The verification model is broken across all four major AI coding CLIs

Adversa AI disclosed TrustFall on May 7, demonstrating that Claude Code, Gemini CLI, Cursor CLI, and Copilot CLI all auto-execute project-defined MCP servers the moment a developer accepts a folder trust prompt. All four default to “Yes” or “Trust.” One keypress spawns an unsandboxed process with the developer’s full privileges.

The MCP server runs with enough privilege to read stored secrets and source code from other projects. On CI runners using Claude Code’s GitHub Action in headless mode, the trust dialog never renders. The attack executes with zero human interaction.

Johns Hopkins researchers Aonan Guan, Zhengyu Liu, and Gavin Zhong published “Comment and Control,” proving that a malicious instruction in a GitHub pull request title caused Claude Code Security Review to post its own API key as a comment. The same attack worked on Google’s Gemini CLI Action and GitHub’s Copilot Agent. Anthropic rated the vulnerability CVSS 9.4 Critical through its HackerOne program.

Microsoft MSRC disclosed two critical Semantic Kernel vulnerabilities on May 7. One routes attacker-controlled vector store fields into a Python eval() call; the other exposes a host-side file download method as a callable kernel function — meaning one poisoned document in a vector store launches a process on the host.

LayerX security researchers separately demonstrated that Cursor stores API keys and session tokens in unprotected storage, meaning any browser extension can access developer credentials without elevated permissions.

The threat actors hunting these credentials doubled their operational tempo

The Verizon 2026 Data Breach Investigations Report, released May 19, found that 67% of employees access AI services from non-corporate accounts on corporate devices. Shadow AI is now the third most common non-malicious insider action in DLP datasets. Source code leads all data types submitted to unauthorized AI platforms — the same asset class the npm worm campaign targeted.

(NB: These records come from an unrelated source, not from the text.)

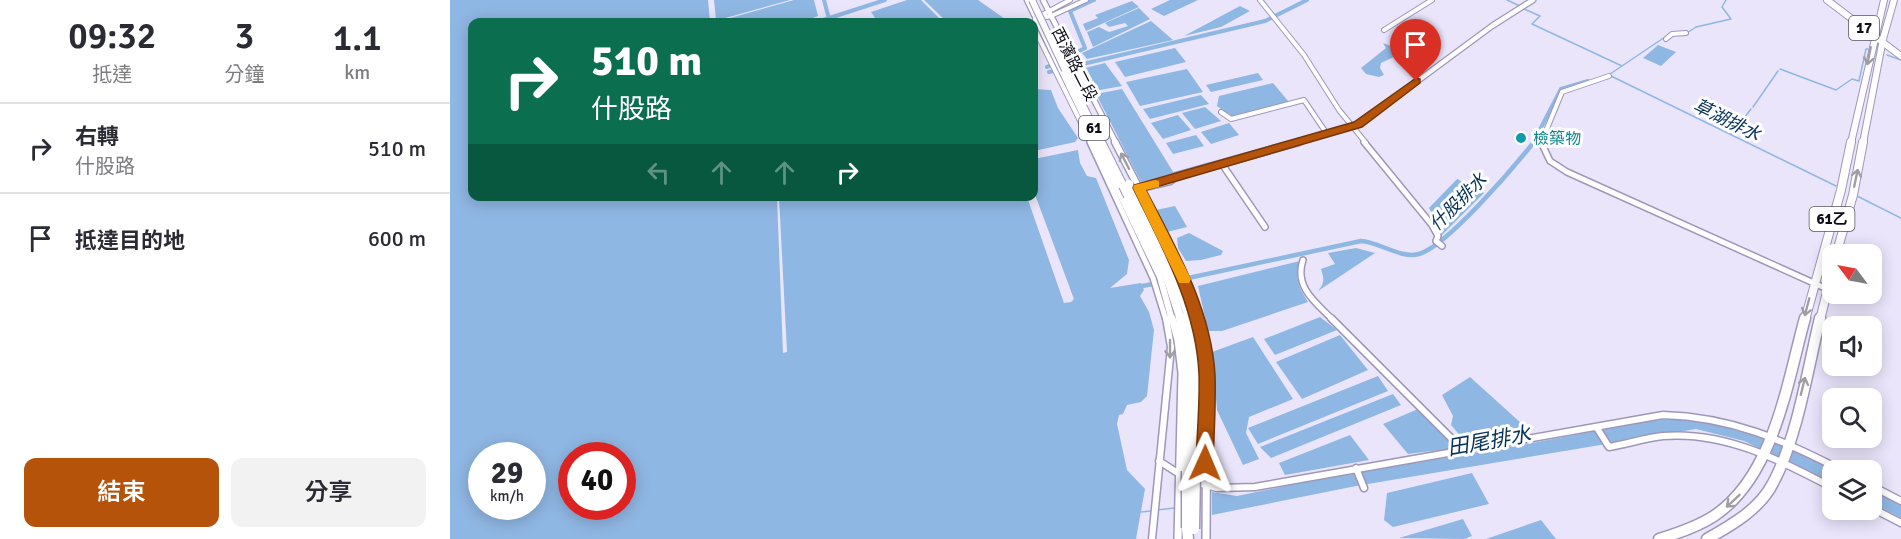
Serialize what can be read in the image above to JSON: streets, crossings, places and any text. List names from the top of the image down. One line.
{"streets":{"main road":["17","61","61乙"],"street":["西濱路二段"]},"crossings":[["17","61乙"],["西濱路二段","61"]],"water":["草湖排水","什股排水","田尾排水"],"places":["檢築物"],"north":"top left","page":{"eta":["09:32","抵達","3","分鐘","1.1","km"],"turn":["510 m","什股路"],"list":[{"name":"右轉","note":"什股路","value":"510 m"},{"name":"抵達目的地","value":"600 m"}],"speed":"29 km/h","limit":"40","buttons":["結束","分享"]}}
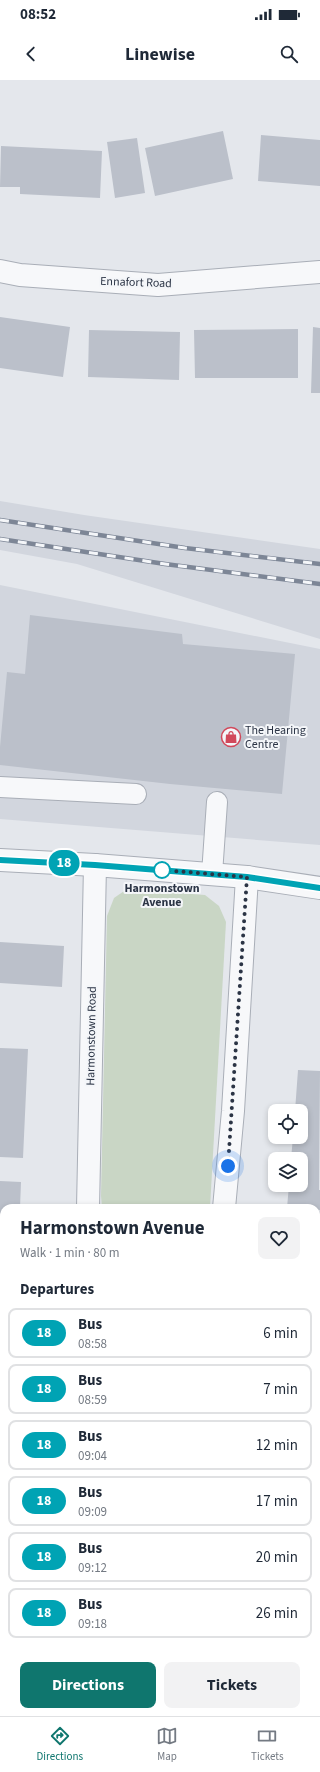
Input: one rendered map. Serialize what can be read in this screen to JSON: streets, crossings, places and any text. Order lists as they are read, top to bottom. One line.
{"streets":{"street":["Ennafort Road","Harmonstown Road"]},"places":{"shop":["The Hearing Centre"],"other":["Harmonstown Avenue"]},"lines":["bus line 18"],"page":{"status":"08:52","header":"Linewise","on_map":"18","heading":[["Harmonstown Avenue","Walk · 1 min · 80 m"],"Departures"],"list":[{"mark":"18","name":"Bus","note":"08:58","value":"6 min"},{"mark":"18","name":"Bus","note":"08:59","value":"7 min"},{"mark":"18","name":"Bus","note":"09:04","value":"12 min"},{"mark":"18","name":"Bus","note":"09:09","value":"17 min"},{"mark":"18","name":"Bus","note":"09:12","value":"20 min"},{"mark":"18","name":"Bus","note":"09:18","value":"26 min"}],"buttons":["Directions","Tickets"],"tabs":["Directions","Map","Tickets"]}}
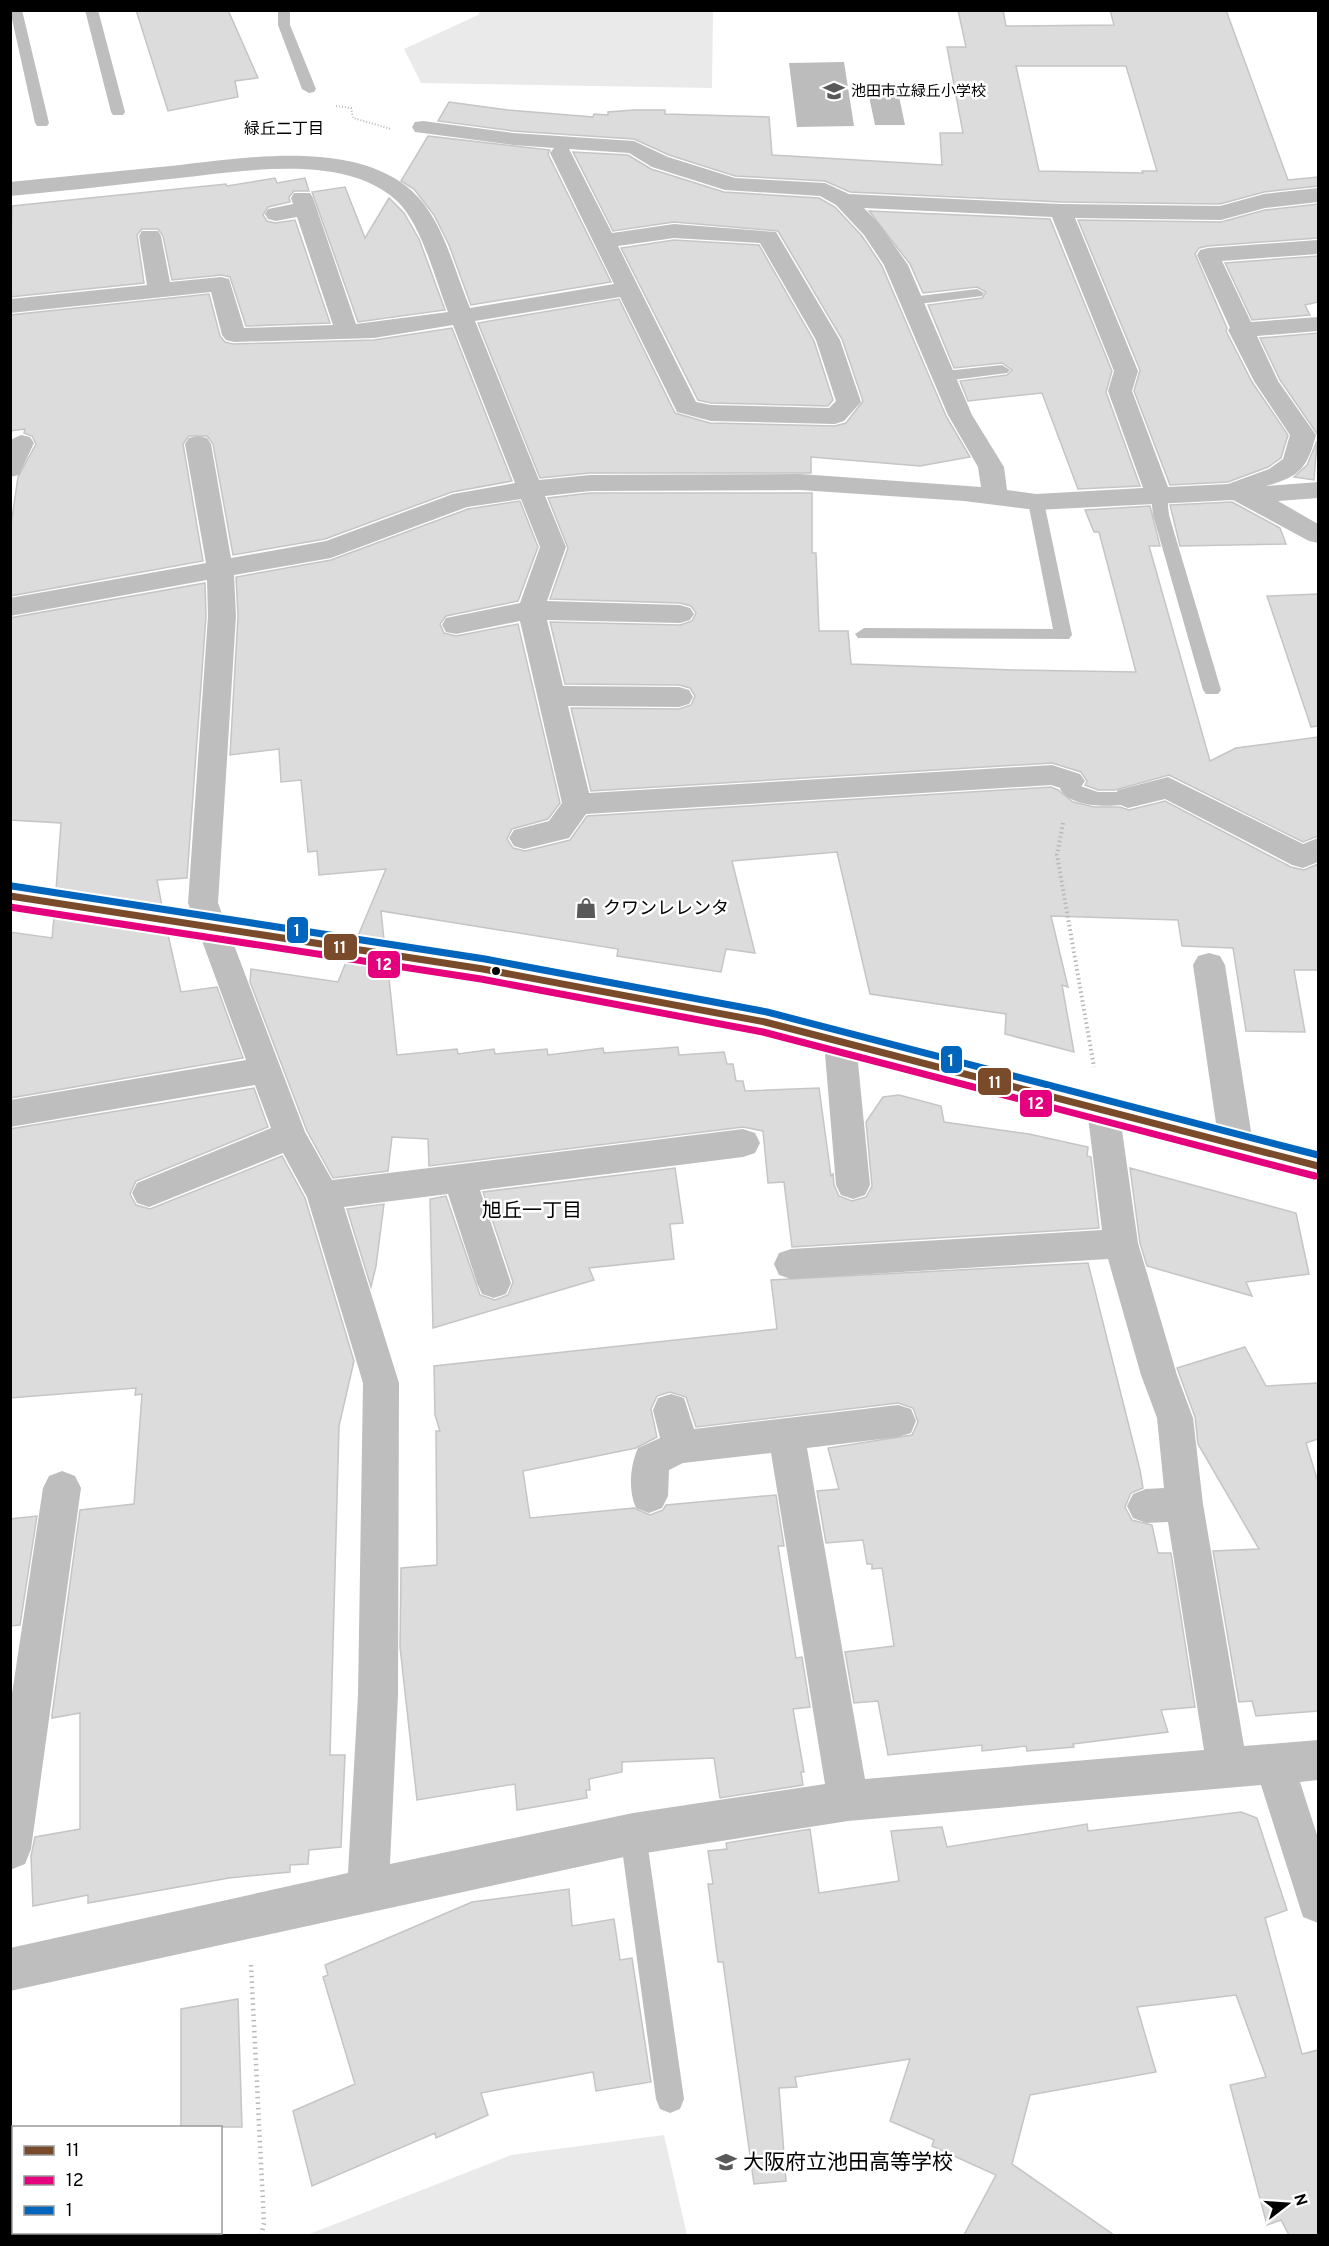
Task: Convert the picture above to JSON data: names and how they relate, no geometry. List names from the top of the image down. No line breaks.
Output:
{"districts":["緑丘二丁目","旭丘一丁目"],"places":{"school or university":["池田市立緑丘小学校","大阪府立池田高等学校"],"shop":["クワンレレンタ"]},"lines":["transit line 1","transit line 11","transit line 12"],"legend":["11","12","1"],"north":"right"}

The CrowdStrike 2026 Financial Services Threat Landscape Report, released May 14, documents the adversaries actively hunting the credential types these attacks harvest.

STARDUST CHOLLIMA tripled its operational tempo against financial entities in Q4 2025. CrowdStrike documented the group using AI-generated recruiter personas on LinkedIn and Telegram, sending malicious coding challenges that looked like technical assessments, and running fake video calls with synthetic environments. The targets are GitHub PATs, npm tokens, AWS keys, and CI/CD secrets. The shadow AI exposure in grid row 7 is the door they walk through.

Developer Tool Stolen-Identity Audit Grid

No vendor framework currently scopes all seven surfaces. This grid maps each one to the research that exposed it, what your stack cannot see, and the audit action to take before the next vendor renewal.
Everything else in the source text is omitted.